• _TASK DETAILS_: Return every entry below exactly as written.

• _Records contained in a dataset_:
====
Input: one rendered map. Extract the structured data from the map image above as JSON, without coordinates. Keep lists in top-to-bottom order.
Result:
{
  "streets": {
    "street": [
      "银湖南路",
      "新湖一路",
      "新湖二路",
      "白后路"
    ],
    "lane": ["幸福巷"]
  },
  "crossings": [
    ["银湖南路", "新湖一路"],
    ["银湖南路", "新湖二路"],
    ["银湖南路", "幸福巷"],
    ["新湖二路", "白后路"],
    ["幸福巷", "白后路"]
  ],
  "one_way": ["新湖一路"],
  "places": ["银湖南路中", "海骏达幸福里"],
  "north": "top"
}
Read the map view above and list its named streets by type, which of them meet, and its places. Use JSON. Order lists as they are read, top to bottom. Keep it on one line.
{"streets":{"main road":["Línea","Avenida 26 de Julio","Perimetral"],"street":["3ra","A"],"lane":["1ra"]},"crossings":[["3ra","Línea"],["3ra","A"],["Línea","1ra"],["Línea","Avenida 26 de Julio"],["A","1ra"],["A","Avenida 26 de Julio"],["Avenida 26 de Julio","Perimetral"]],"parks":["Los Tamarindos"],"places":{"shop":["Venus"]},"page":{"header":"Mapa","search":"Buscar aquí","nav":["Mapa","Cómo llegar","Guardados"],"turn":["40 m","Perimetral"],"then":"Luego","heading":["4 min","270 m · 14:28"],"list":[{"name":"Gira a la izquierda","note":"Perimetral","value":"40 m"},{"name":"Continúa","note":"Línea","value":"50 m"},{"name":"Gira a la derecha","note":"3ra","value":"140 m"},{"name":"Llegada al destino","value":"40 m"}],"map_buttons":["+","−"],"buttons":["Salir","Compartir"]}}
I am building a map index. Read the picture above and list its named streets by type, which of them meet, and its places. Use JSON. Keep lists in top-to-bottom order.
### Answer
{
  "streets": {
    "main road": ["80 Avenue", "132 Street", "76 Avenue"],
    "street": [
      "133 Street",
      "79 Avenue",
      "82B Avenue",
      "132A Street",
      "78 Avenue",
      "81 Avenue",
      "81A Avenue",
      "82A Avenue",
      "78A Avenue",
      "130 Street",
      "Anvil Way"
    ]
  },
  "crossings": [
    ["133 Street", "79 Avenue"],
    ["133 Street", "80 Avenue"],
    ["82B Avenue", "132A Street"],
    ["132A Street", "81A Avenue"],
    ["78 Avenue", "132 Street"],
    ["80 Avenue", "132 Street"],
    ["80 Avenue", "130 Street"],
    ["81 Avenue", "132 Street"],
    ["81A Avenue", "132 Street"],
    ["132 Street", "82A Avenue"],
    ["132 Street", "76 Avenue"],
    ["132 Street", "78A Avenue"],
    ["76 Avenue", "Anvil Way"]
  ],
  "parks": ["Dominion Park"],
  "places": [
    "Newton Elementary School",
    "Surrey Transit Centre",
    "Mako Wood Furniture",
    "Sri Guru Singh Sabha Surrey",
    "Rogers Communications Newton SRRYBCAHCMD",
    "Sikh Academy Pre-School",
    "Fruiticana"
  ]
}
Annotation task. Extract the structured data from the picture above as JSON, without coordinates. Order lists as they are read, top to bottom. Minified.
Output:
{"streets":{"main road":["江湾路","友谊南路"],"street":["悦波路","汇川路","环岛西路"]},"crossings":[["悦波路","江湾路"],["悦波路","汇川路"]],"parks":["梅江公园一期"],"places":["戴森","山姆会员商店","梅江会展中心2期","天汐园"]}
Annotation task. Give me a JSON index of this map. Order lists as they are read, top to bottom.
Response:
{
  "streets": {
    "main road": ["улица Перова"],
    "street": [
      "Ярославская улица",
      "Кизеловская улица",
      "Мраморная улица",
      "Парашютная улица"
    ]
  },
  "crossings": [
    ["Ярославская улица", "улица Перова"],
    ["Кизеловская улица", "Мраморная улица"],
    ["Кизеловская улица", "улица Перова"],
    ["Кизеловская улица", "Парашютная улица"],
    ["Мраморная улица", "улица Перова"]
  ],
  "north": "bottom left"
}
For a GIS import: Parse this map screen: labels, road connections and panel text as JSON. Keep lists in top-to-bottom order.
====
• _WRITTEN RESPONSE_:
Input: one rendered map. Extract the structured data from the map image above as JSON, without coordinates. Keep lists in top-to-bottom order.
Result:
{
  "streets": {
    "street": [
      "银湖南路",
      "新湖一路",
      "新湖二路",
      "白后路"
    ],
    "lane": ["幸福巷"]
  },
  "crossings": [
    ["银湖南路", "新湖一路"],
    ["银湖南路", "新湖二路"],
    ["银湖南路", "幸福巷"],
    ["新湖二路", "白后路"],
    ["幸福巷", "白后路"]
  ],
  "one_way": ["新湖一路"],
  "places": ["银湖南路中", "海骏达幸福里"],
  "north": "top"
}
Read the map view above and list its named streets by type, which of them meet, and its places. Use JSON. Order lists as they are read, top to bottom. Keep it on one line.
{"streets":{"main road":["Línea","Avenida 26 de Julio","Perimetral"],"street":["3ra","A"],"lane":["1ra"]},"crossings":[["3ra","Línea"],["3ra","A"],["Línea","1ra"],["Línea","Avenida 26 de Julio"],["A","1ra"],["A","Avenida 26 de Julio"],["Avenida 26 de Julio","Perimetral"]],"parks":["Los Tamarindos"],"places":{"shop":["Venus"]},"page":{"header":"Mapa","search":"Buscar aquí","nav":["Mapa","Cómo llegar","Guardados"],"turn":["40 m","Perimetral"],"then":"Luego","heading":["4 min","270 m · 14:28"],"list":[{"name":"Gira a la izquierda","note":"Perimetral","value":"40 m"},{"name":"Continúa","note":"Línea","value":"50 m"},{"name":"Gira a la derecha","note":"3ra","value":"140 m"},{"name":"Llegada al destino","value":"40 m"}],"map_buttons":["+","−"],"buttons":["Salir","Compartir"]}}
I am building a map index. Read the picture above and list its named streets by type, which of them meet, and its places. Use JSON. Keep lists in top-to-bottom order.
### Answer
{
  "streets": {
    "main road": ["80 Avenue", "132 Street", "76 Avenue"],
    "street": [
      "133 Street",
      "79 Avenue",
      "82B Avenue",
      "132A Street",
      "78 Avenue",
      "81 Avenue",
      "81A Avenue",
      "82A Avenue",
      "78A Avenue",
      "130 Street",
      "Anvil Way"
    ]
  },
  "crossings": [
    ["133 Street", "79 Avenue"],
    ["133 Street", "80 Avenue"],
    ["82B Avenue", "132A Street"],
    ["132A Street", "81A Avenue"],
    ["78 Avenue", "132 Street"],
    ["80 Avenue", "132 Street"],
    ["80 Avenue", "130 Street"],
    ["81 Avenue", "132 Street"],
    ["81A Avenue", "132 Street"],
    ["132 Street", "82A Avenue"],
    ["132 Street", "76 Avenue"],
    ["132 Street", "78A Avenue"],
    ["76 Avenue", "Anvil Way"]
  ],
  "parks": ["Dominion Park"],
  "places": [
    "Newton Elementary School",
    "Surrey Transit Centre",
    "Mako Wood Furniture",
    "Sri Guru Singh Sabha Surrey",
    "Rogers Communications Newton SRRYBCAHCMD",
    "Sikh Academy Pre-School",
    "Fruiticana"
  ]
}
Annotation task. Extract the structured data from the picture above as JSON, without coordinates. Order lists as they are read, top to bottom. Minified.
Output:
{"streets":{"main road":["江湾路","友谊南路"],"street":["悦波路","汇川路","环岛西路"]},"crossings":[["悦波路","江湾路"],["悦波路","汇川路"]],"parks":["梅江公园一期"],"places":["戴森","山姆会员商店","梅江会展中心2期","天汐园"]}
Annotation task. Give me a JSON index of this map. Order lists as they are read, top to bottom.
Response:
{
  "streets": {
    "main road": ["улица Перова"],
    "street": [
      "Ярославская улица",
      "Кизеловская улица",
      "Мраморная улица",
      "Парашютная улица"
    ]
  },
  "crossings": [
    ["Ярославская улица", "улица Перова"],
    ["Кизеловская улица", "Мраморная улица"],
    ["Кизеловская улица", "улица Перова"],
    ["Кизеловская улица", "Парашютная улица"],
    ["Мраморная улица", "улица Перова"]
  ],
  "north": "bottom left"
}
For a GIS import: Parse this map screen: labels, road connections and panel text as JSON. Keep lists in top-to-bottom order.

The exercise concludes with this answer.